Catch a Bee With Honey

By Larry Teren

bee
A famous television actress wrote in her autobiography that she learned the best way to get what she wanted was to lean in on someone, talk in a calm voice and act vulnerable. She then proceeded to give a sketchy example of one time when it worked to her benefit.

She did say that until she got that advice, she would usually come on like a female bull (if that was possible) in a china shop. Sometimes it would work out but she would be in such an aggravated condition she would not enjoy her victory. I’d be the first person to admit that I have too often used the “take no prisoners” method to get the outcome I hoped for.

Dad used to preach to us that you could catch more bees with honey. My siblings and I used to scratch our heads on that because we thought a bee gave away honey, that it didn’t take any. What Dad was trying to tell us was to think like the opposition to take away their advantage. What were their options in getting the result they were expecting? More often in confrontation the opposition expected their opponent to be belligerent and/or condescending while making ‘no can do’ demands. Dad was telling us to disarm them with charm.

Dad was a pro at being nice to people when he was looking for retribution or conflict resolution. He also was the only guy I knew who could use a toilet seat for three days and return it because it just didn’t fit right and not because it was damaged and get his money back.

Toward the end of Dad’s six year, nine month stay at a nursing home, his doctor came to do an ominous examination. The doctor started to speak mumbo jumbo about Dad’s condition, being very vague about saying anything positive. I jumped all over the doctor like a reporter at a press conference looking for direct answers instead of the runaround. I got a little nasty and jumped on one of the doctor’s explanations. Dad interjected and looked at me and said, “quiet!”. He then turned to the doctor and said, “let him talk.” It was one of the last times Dad tried to use the good cop approach hoping to hear something pleasant in return from the doctor. It wasn’t to be.
softball

The first time I tried Dad’s approach was during a lunch break in my senior year of high school, I shattered a second floor school building window by hitting a 16 inch softball through it. It wasn’t done on purpose nor was I supposed to be hitting a large ball in that direction either. As soon as it happened, my playmates congratulated me on the spectacular shot and at the same time told me it was nice knowing me.

I did that slow dead man walking bit to the indoor side of the crime scene where the assistant principal was waiting for anyone to who felt like joining him in looking at the broken shards. I ‘fessed up and very contritely apologized and asked how much it cost to replace the window and that I would bring the money the next day. He took one look at me and said, “first, that was some shot. Second, forget about it. Our insurance will cover it.”

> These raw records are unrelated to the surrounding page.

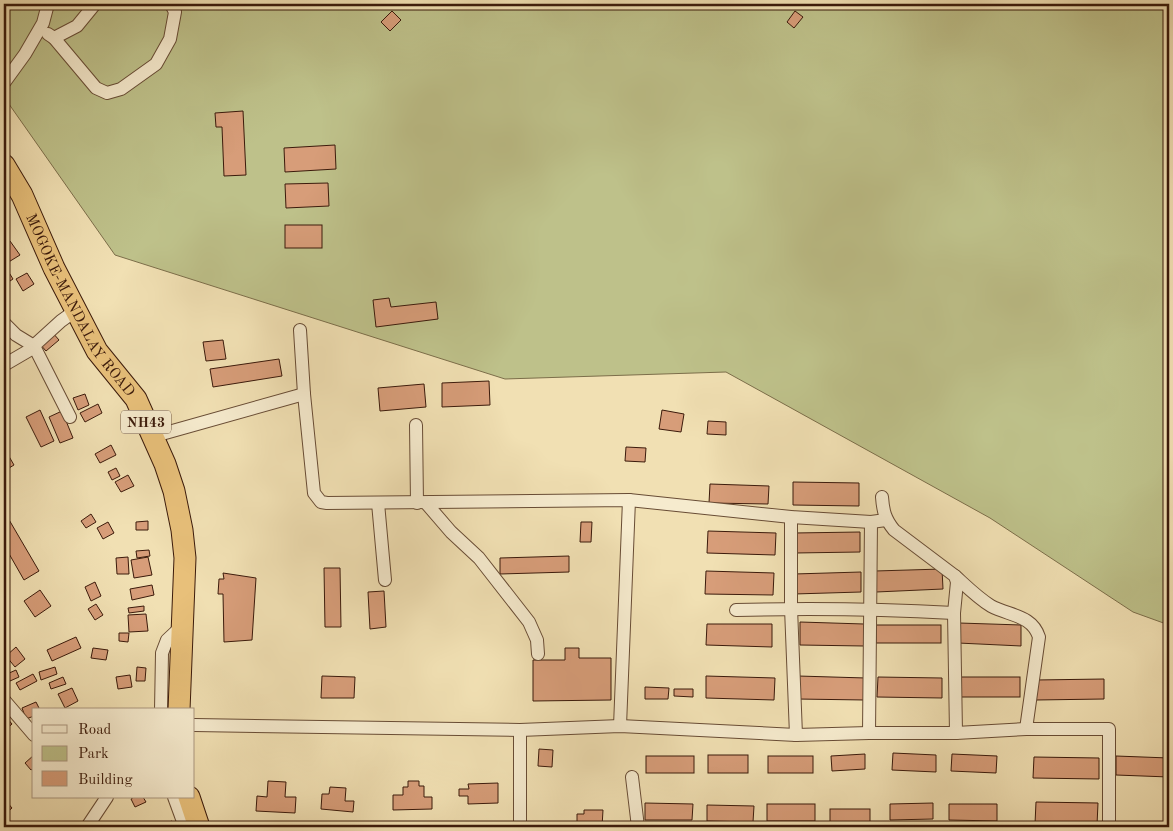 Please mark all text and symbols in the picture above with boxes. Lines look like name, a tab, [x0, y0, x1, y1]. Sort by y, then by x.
street label: MOGOKE-MANDALAY ROAD	[22, 212, 137, 400]
road number: NH43	[121, 411, 171, 434]
legend	[32, 708, 195, 798]
text: Road	[78, 723, 112, 738]
text: Park	[78, 747, 109, 762]
text: Building	[78, 773, 133, 788] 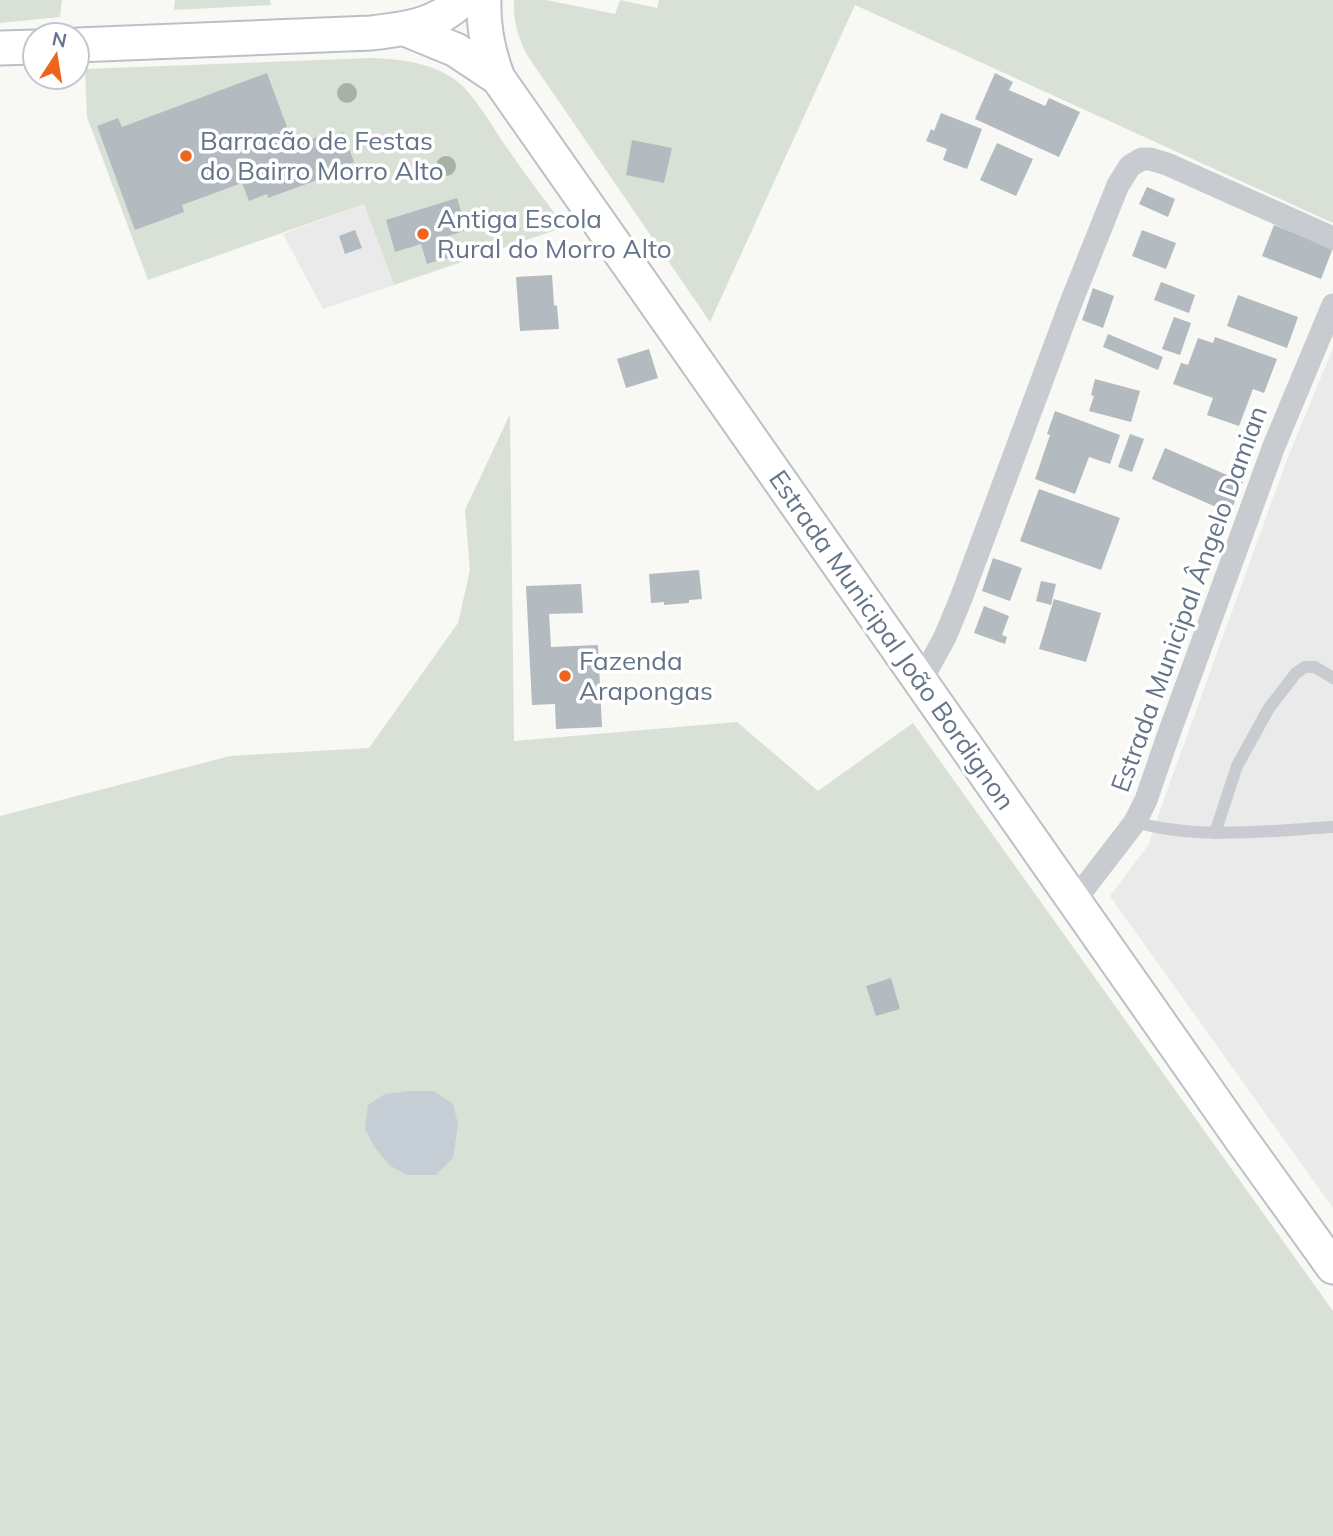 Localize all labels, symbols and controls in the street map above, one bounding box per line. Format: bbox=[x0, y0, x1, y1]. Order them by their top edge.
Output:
north arrow bbox=[21, 21, 91, 91]
text: N bbox=[50, 26, 69, 53]
place label: Barracão de Festas do Bairro Morro Alto bbox=[200, 124, 444, 187]
marker: Barracão de Festas do Bairro Morro Alto bbox=[178, 148, 194, 164]
place label: Antiga Escola Rural do Morro Alto bbox=[437, 202, 672, 265]
marker: Antiga Escola Rural do Morro Alto bbox=[415, 226, 431, 242]
street label: Estrada Municipal Ângelo Damian bbox=[1103, 401, 1274, 796]
street label: Estrada Municipal João Bordignon bbox=[762, 464, 1023, 816]
place label: Fazenda Arapongas bbox=[579, 644, 713, 707]
marker: Fazenda Arapongas bbox=[557, 668, 573, 684] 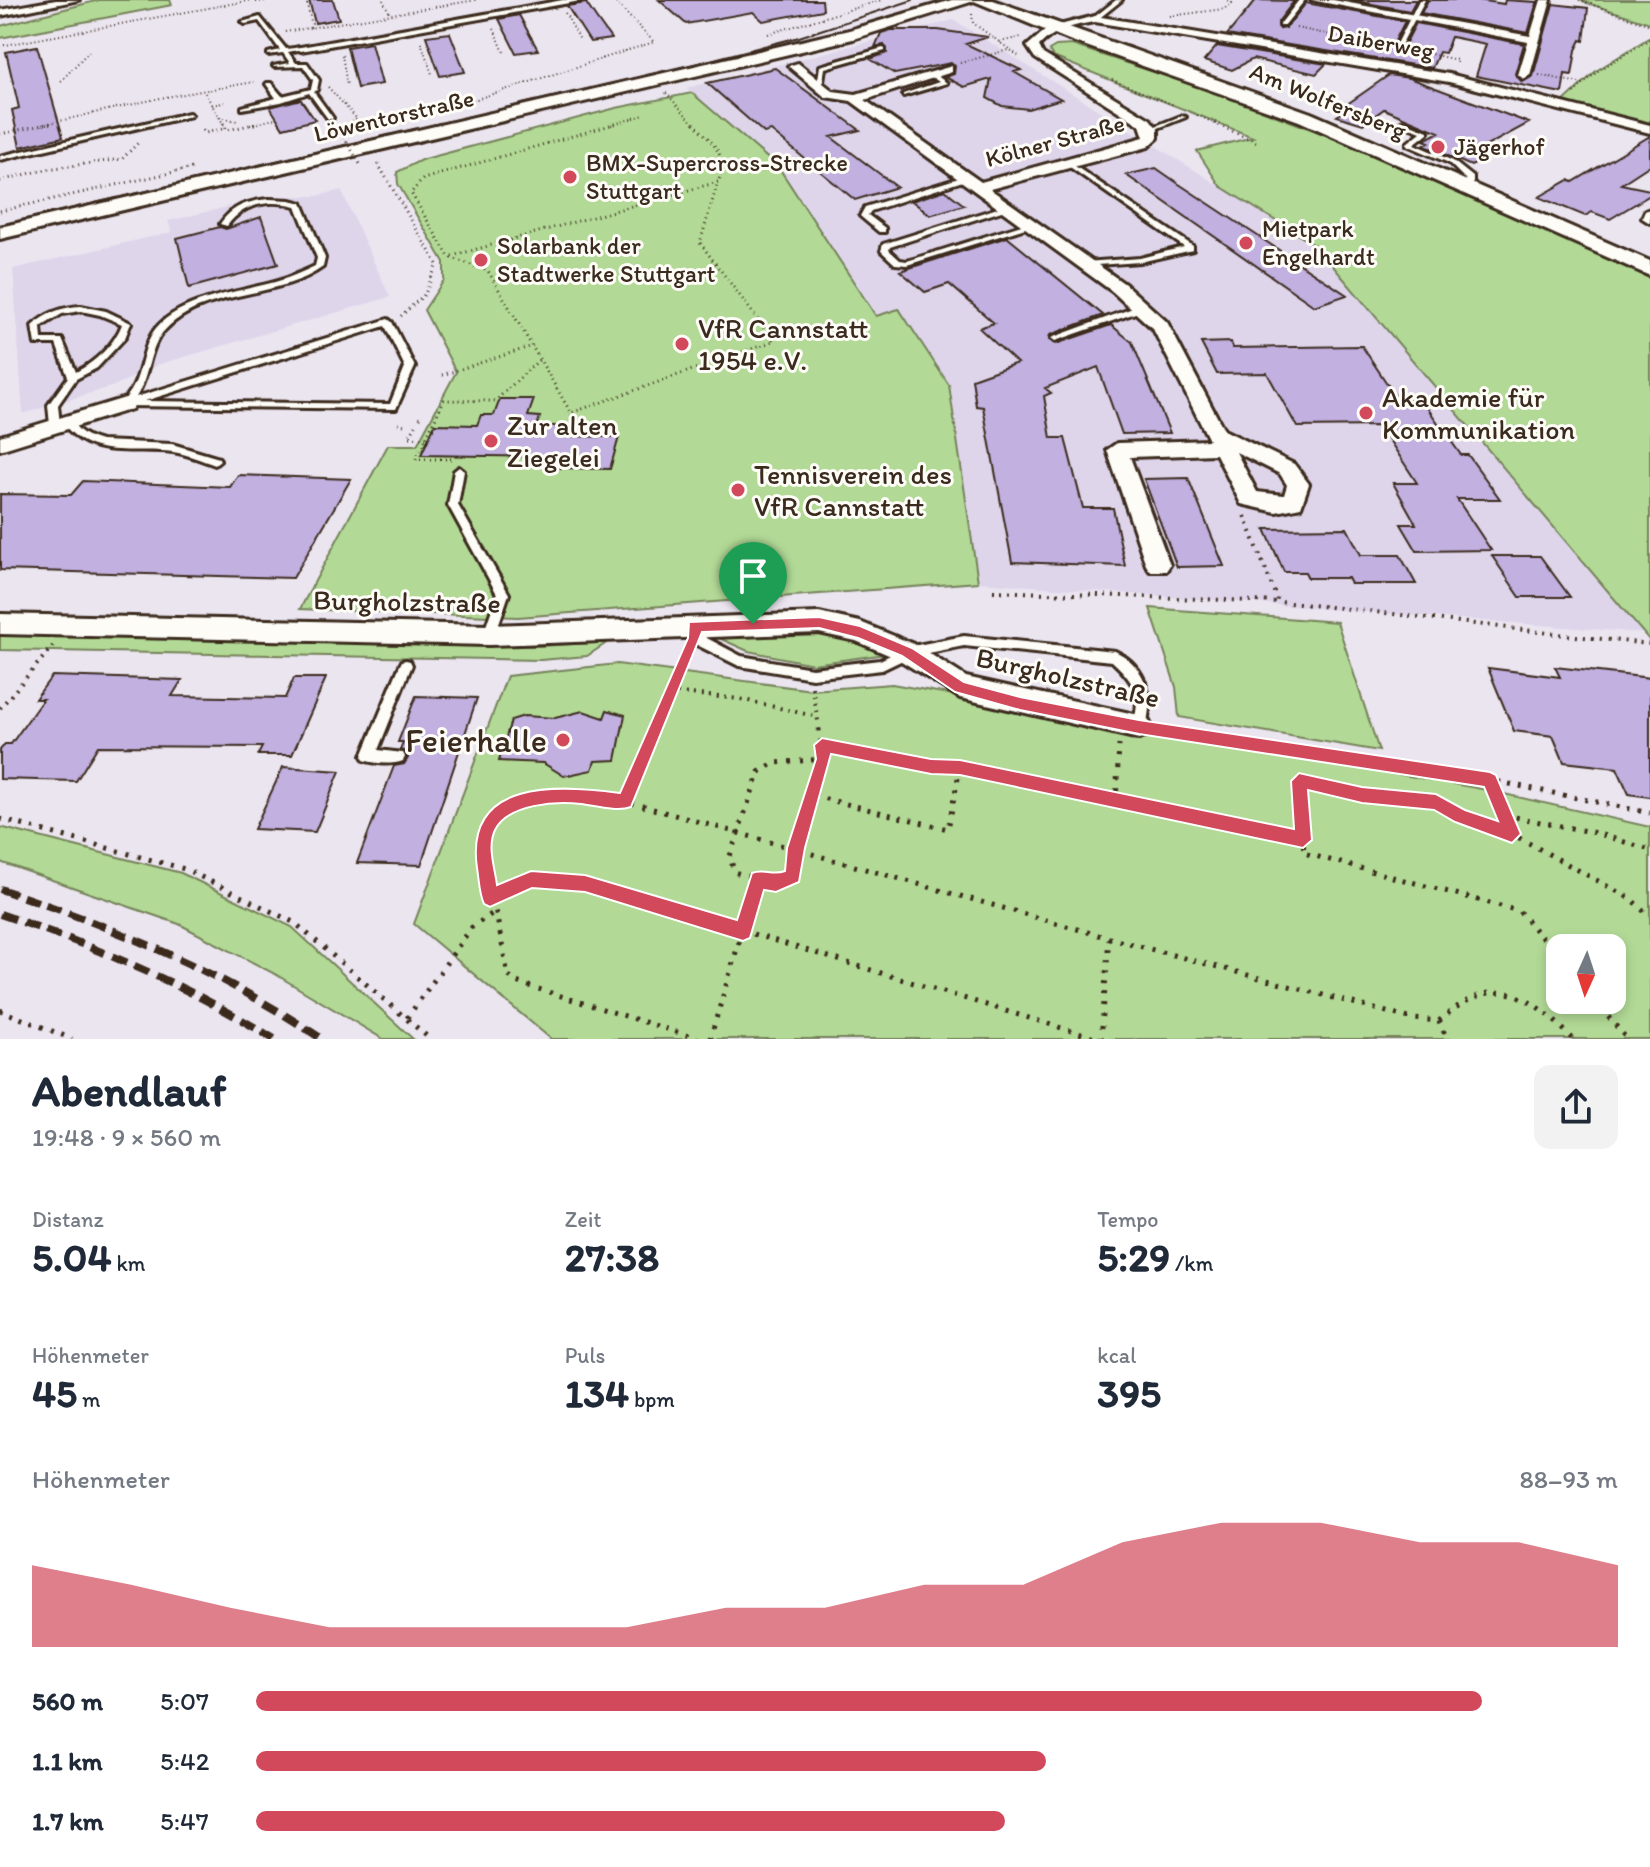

You can be sure that if I had taken a defiant tone glibly stating that accidents happen without offering to pay, he would have devised some type of appropriate punishment. You can also be sure that it was the last time I played softball in the back of the school during lunch.

More recently, I brought my car in on a Sunday to the repair shop because the ‘check engine’ light was on since Friday. The shop owner lives in my building and we are good friends. I gave him advance warning that I would be coming by. I asked him what time he opened. He said at 8am. I told him I’d be there then. He said that he himself would not be there until 9am but that his son would be in early if he was not preoccupied with shoveling snow.

I got there at 7:45am and the office/waiting area was lit up and open so I went in. The service writer was sitting at the front desk doing paper work. He asked what the problem with the car was. I told him about the ‘check engine’ light. He said, “uh uh. Come back tomorrow. I can’t guarantee that we can get parts.” Instead of grabbing him by his shirt collar and telling him that his boss said it was okay to bring it in, I calmly said, “well, you can still put it on the lift and at least let me know if it will have to wait until Monday. I’ll wait.” I gave him my key, sat down in the waiting area and proceeded to start reading the book I brought with.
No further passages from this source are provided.